Profit-sharing plans allow employers to make discretionary, tax-deductible contributions for their employees. However, profit-sharing plans provide employers with more control over eligibility requirements and vesting schedules.
Advantages of a Profit-sharing Plan
- High Contribution Limits – For 2013, employers may contribute up to the lesser of 25 percent compensation or $51,000.
- Choice – The amount of the contribution can change from year to year and is up to the employer to determine (called a “discretionary” contribution).
- Integration Permitted – Contributions may either be a flat percentage of each employee’s compensation, or they may be integrated with the Social Security taxable wage base ($113,700 for 2013). Employees earning more than this receive a greater portion of the contribution to compensate for the smaller percentage of Social Security benefits they accrue.
- Flexibility – Employer may establish a vesting schedule and decide whether or not to make loans and hardship withdrawals available to participants.

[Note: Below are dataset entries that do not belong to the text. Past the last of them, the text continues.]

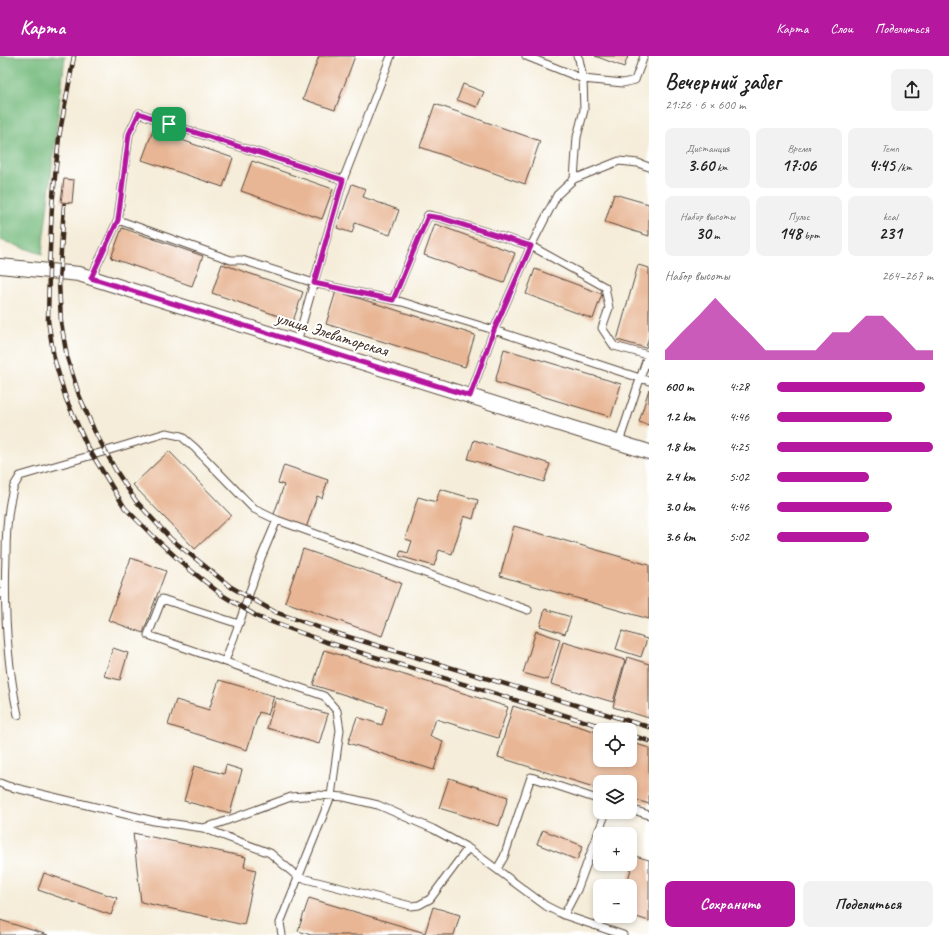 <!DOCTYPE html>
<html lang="ru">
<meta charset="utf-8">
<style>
:root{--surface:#fff;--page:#f2f2f2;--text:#222;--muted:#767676;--accent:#b5179e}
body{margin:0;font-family:Caveat,sans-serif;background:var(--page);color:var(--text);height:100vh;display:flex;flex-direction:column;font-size:15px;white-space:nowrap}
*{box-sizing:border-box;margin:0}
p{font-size:13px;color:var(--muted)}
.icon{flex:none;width:22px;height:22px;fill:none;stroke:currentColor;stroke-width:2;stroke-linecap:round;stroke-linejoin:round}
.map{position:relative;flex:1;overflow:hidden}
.details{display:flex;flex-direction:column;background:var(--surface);width:300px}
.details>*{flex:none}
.tools{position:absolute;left:593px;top:667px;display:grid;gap:8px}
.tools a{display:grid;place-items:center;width:44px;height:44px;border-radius:8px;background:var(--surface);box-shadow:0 2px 6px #0003;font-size:20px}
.pin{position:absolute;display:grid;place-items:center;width:34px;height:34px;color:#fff;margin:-17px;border-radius:8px;box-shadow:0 2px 6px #0006}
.round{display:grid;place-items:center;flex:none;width:42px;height:42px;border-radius:8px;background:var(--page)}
.headline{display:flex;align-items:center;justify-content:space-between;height:68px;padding:0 16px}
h1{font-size:22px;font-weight:800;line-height:30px}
.metrics{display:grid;grid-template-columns:repeat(3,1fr);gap:6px;height:68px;padding:4px 16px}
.metrics div{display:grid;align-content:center;border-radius:8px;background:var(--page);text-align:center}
.metrics b{font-size:17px;font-weight:800}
.metrics small{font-size:11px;font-weight:400}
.metrics p{font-size:11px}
.chart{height:112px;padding:8px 16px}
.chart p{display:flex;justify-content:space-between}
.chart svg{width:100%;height:72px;margin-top:4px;fill:var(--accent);opacity:.7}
.action{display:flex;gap:8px;margin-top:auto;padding:8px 16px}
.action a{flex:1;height:46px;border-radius:8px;background:var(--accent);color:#fff;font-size:16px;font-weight:800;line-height:46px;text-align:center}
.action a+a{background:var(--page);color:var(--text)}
ul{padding:0 16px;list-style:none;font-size:13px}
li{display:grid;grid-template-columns:64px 48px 1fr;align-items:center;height:30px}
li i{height:10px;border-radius:5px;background:var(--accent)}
header{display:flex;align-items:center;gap:24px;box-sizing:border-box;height:56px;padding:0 20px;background:var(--accent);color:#fff}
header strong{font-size:19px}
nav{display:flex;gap:22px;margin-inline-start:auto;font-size:14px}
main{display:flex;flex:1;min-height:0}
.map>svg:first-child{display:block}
.forest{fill:#78bc80;stroke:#5a734f}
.building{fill:#e8b694}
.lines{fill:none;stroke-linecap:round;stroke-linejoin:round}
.lane-casing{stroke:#57473a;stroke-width:9}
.street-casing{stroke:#57473a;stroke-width:16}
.lane{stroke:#fff;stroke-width:7}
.street{stroke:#fff;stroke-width:14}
.rail-casing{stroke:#3b2a1e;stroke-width:4.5}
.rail{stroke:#fff;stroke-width:3;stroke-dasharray:9;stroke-linecap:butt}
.route-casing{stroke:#fff;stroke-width:8}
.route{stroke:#b5179e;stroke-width:5}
.labels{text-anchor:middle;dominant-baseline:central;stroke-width:4;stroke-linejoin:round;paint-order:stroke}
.street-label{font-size:17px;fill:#3b2a1e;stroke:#fff}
</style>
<header>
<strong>Карта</strong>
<nav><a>Карта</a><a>Слои</a><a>Поделиться</a></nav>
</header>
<main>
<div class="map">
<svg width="649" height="879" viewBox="0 0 649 879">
<rect width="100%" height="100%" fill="#fff"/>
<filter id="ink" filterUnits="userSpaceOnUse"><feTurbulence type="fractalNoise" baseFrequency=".025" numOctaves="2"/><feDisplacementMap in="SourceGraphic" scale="8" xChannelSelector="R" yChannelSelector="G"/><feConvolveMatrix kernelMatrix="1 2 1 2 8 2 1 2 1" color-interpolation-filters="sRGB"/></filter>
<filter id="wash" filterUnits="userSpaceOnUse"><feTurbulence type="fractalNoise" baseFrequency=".012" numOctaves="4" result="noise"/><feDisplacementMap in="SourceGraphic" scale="16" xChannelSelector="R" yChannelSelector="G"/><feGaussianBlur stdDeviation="0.9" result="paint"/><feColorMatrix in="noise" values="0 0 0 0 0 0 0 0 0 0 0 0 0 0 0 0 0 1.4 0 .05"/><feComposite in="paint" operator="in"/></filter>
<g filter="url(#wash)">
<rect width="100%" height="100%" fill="#f5edd9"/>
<!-- forest -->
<path class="forest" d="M0,0H65L42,198L0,184Z"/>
<g id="blocks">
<!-- building -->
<path class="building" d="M319,0H355L335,54L303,43Z
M595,0H628L624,11Z
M463,28L484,36L477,51L457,44Z
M435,48L540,85L525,128L420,91Z
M153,74L233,102L223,131L142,104Z
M252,105L333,133L322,163L241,135Z
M64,123L74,124L72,147L61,146Z
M352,128L366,133L363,141L399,154L390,179L355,167L352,177L337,172Z
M614,138L649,148V180L605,166Z
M435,168L515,197L504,227L424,199Z
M122,172L203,200L192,230L111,202Z
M222,208L303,236L293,265L212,237Z
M638,209L649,212V280L646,292L617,284Z
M535,213L602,238L593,263L526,238Z
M336,235L475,279L465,311L326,268Z
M504,293L621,328L611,361L495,326Z
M649,333V369L639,366Z
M474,384L550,408L544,426L468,403Z
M169,395L231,459L195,493L133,429Z
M284,409L328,424L322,442L317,440L306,472L273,461L284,429L278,427Z
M440,433L478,444L473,463L464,460L452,498L439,494L434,510L399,500L401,495L408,497L412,485L405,483L418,441L436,446Z
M514,470L649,509V563L500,520Z
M303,493L401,527L382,580L285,546Z
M131,502L166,515L143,577L108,564Z
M545,553L571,561L565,578L540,570Z
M536,575L560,583L548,624L523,617Z
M622,575L647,583L641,601L616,593Z
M563,586L625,604L613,646L551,628Z
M113,592L128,597L120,624L104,620Z
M324,594L508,651L498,682L436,663L430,680L443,685L434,714L348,687L357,661L382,669L387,652L313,629Z
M627,601L649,608V662L613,651Z
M219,624L274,640L268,659L259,656L247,694L168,669L176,644L209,654Z
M276,642L328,658L319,688L267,672Z
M513,650L600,677V704H630V686L649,692V748L630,742V726H600V733L498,701Z
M226,709L242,714L230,757L184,745L194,710L224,718Z
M449,722L508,741L499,770L439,752Z
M543,774L583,790L577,804L537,788Z
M133,777L246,801L244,811L256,814L244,869L141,846Z
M635,800L649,804V865L630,859V830H626Z
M44,817L117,842L111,859L38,834Z
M309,842L425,877L433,851L460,859L454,879H311L298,875Z
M0,864L48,879H0Z"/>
</g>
</g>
<g filter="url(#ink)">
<use href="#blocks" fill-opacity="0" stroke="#57473a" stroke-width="1"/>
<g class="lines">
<!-- lane casing -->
<g class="lane-casing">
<path id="lane" d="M526,0L583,23
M577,0L579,3L583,23
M574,123L577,81L584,54L583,23L623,27L635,24L644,0
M343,124L391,0
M118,164L231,204H242L314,227L402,246L494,274L649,325
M91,222L118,164L129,78L139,57L169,68L343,124L297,286
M393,244L428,159L441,162L531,190L605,231L609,252L602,272L614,290L648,299L619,386
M470,340L494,274L531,190L557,139L574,123L619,105L638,107L649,111
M239,568L261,502L277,464L528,554
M225,605L239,568L162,543L148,579L324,640L337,655L340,674L331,740L280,867L282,879
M18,659C7,608 4,553 6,500C6,478 7,455 13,433C14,429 18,424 20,420L103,396L166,377L181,380L195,392L254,453L277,464
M0,727L7,730L154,765L203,772L220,767L291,741L317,739L344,741L378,749L433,773L468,792L546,850L564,859L623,879
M630,753L649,759
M203,772L270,797L298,821L411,850L419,849L430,843L468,792
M497,813L504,801L531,721L600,744
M564,859L577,834L606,756"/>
</g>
<!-- street casing -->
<g class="street-casing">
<path id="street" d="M0,210L79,218L649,396"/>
</g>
<!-- lane -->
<use href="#lane" class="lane"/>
<!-- street -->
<use href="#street" class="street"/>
<!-- rail casing -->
<g class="rail-casing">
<path id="rail" d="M74,0L59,81L52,150L49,215L48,264L54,302L66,343L87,390L125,452L156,483L189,513L222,539L258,561L326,586L613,674
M64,149L59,226L61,266L67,301L79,339L94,374L115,413L136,445L171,483L231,531L275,556L332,576L649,671
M630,679L649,685"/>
</g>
<!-- rail -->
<use href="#rail" class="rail"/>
</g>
</g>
<g class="lines" filter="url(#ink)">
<!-- route casing -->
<g class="route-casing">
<path id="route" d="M139,57L169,68L343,124L314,227L393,244L428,160L441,162L531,190L494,274L470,340L91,222L118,164L129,78Z"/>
</g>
<!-- route -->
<use href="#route" class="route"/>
</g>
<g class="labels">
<!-- street labels -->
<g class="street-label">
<text transform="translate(332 278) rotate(17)">улица Элеваторская</text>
</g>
</g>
</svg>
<div class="tools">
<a><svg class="icon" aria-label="locate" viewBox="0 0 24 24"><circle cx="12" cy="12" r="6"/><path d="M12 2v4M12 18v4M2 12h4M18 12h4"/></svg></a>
<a><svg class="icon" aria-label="layers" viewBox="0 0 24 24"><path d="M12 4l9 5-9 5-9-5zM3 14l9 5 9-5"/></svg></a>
<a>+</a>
<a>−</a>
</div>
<div class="pin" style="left:169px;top:68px;background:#1e9e55"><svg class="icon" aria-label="arrive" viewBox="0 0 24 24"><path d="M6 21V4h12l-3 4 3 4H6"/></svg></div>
</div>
<section class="details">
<div class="headline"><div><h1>Вечерний забег</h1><p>21:26 · 6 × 600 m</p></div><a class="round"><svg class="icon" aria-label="share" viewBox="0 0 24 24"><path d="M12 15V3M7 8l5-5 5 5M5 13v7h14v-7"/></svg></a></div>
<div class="metrics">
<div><p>Дистанция</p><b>3.60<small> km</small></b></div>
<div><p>Время</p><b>17:06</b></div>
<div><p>Темп</p><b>4:45<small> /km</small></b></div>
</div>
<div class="metrics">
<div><p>Набор высоты</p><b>30<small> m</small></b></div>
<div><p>Пульс</p><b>148<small> bpm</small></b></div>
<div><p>kcal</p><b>231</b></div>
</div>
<div class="chart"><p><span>Набор высоты</span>264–267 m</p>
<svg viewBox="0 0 160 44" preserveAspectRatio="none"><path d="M0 44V38L10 27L20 17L30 6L40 17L50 27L60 38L70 38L80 38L90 38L100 27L110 27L120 17L130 17L140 27L150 38L160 38V44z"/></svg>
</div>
<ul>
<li><b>600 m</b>4:28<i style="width:95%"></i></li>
<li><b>1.2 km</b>4:46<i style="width:74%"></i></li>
<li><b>1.8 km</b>4:25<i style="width:100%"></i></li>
<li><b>2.4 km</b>5:02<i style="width:59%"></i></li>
<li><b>3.0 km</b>4:46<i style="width:74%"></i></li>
<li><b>3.6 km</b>5:02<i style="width:59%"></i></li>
</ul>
<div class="action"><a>Сохранить</a><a>Поделиться</a></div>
</section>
</main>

- Eligibility – Part-time and seasonal employees may be excluded with eligibility requirements.
Other Profit-sharing Plan Considerations
- Subject to ERISA reporting.
- Moderate administration.
- In general, the same percentage of compensation must be contributed on behalf of all participants.
- Instead of having a separate profit-sharing plan, it is possible to include a profit sharing provision within a 401(k) plan. For 2013, if a profit-sharing feature is offered in conjunction with a 401(k) plan, the combination of employee deferrals and employer contributions (including matching contributions) is the lesser of $51,000 or 100 percent of compensation.